● Exercise prompt: Reproduce the data exactly as it stands.

Stored data entries
------------------------------------------------------------------------
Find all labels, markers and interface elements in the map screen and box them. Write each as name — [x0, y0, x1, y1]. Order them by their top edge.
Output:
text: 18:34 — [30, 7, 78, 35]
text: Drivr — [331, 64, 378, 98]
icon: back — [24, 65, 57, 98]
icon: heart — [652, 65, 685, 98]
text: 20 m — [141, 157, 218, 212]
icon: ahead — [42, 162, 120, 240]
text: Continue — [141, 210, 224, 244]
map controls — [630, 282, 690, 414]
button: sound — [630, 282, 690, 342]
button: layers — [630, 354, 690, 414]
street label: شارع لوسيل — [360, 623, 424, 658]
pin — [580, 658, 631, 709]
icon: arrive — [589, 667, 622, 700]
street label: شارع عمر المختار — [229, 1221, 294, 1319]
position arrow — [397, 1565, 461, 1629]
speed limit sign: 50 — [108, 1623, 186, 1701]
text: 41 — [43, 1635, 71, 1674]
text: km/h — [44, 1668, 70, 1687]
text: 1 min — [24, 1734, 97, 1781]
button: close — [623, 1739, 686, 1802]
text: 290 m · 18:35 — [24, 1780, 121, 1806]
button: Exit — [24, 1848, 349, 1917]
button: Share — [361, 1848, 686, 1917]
------------------------------------------------------------------------
● Response to this exercise:
Find all labels, markers and interface elements in the map screen and box them. Write each as name — [x0, y0, x1, y1]. Order them by their top edge.
Output:
text: 18:34 — [30, 7, 78, 35]
text: Drivr — [331, 64, 378, 98]
icon: back — [24, 65, 57, 98]
icon: heart — [652, 65, 685, 98]
text: 20 m — [141, 157, 218, 212]
icon: ahead — [42, 162, 120, 240]
text: Continue — [141, 210, 224, 244]
map controls — [630, 282, 690, 414]
button: sound — [630, 282, 690, 342]
button: layers — [630, 354, 690, 414]
street label: شارع لوسيل — [360, 623, 424, 658]
pin — [580, 658, 631, 709]
icon: arrive — [589, 667, 622, 700]
street label: شارع عمر المختار — [229, 1221, 294, 1319]
position arrow — [397, 1565, 461, 1629]
speed limit sign: 50 — [108, 1623, 186, 1701]
text: 41 — [43, 1635, 71, 1674]
text: km/h — [44, 1668, 70, 1687]
text: 1 min — [24, 1734, 97, 1781]
button: close — [623, 1739, 686, 1802]
text: 290 m · 18:35 — [24, 1780, 121, 1806]
button: Exit — [24, 1848, 349, 1917]
button: Share — [361, 1848, 686, 1917]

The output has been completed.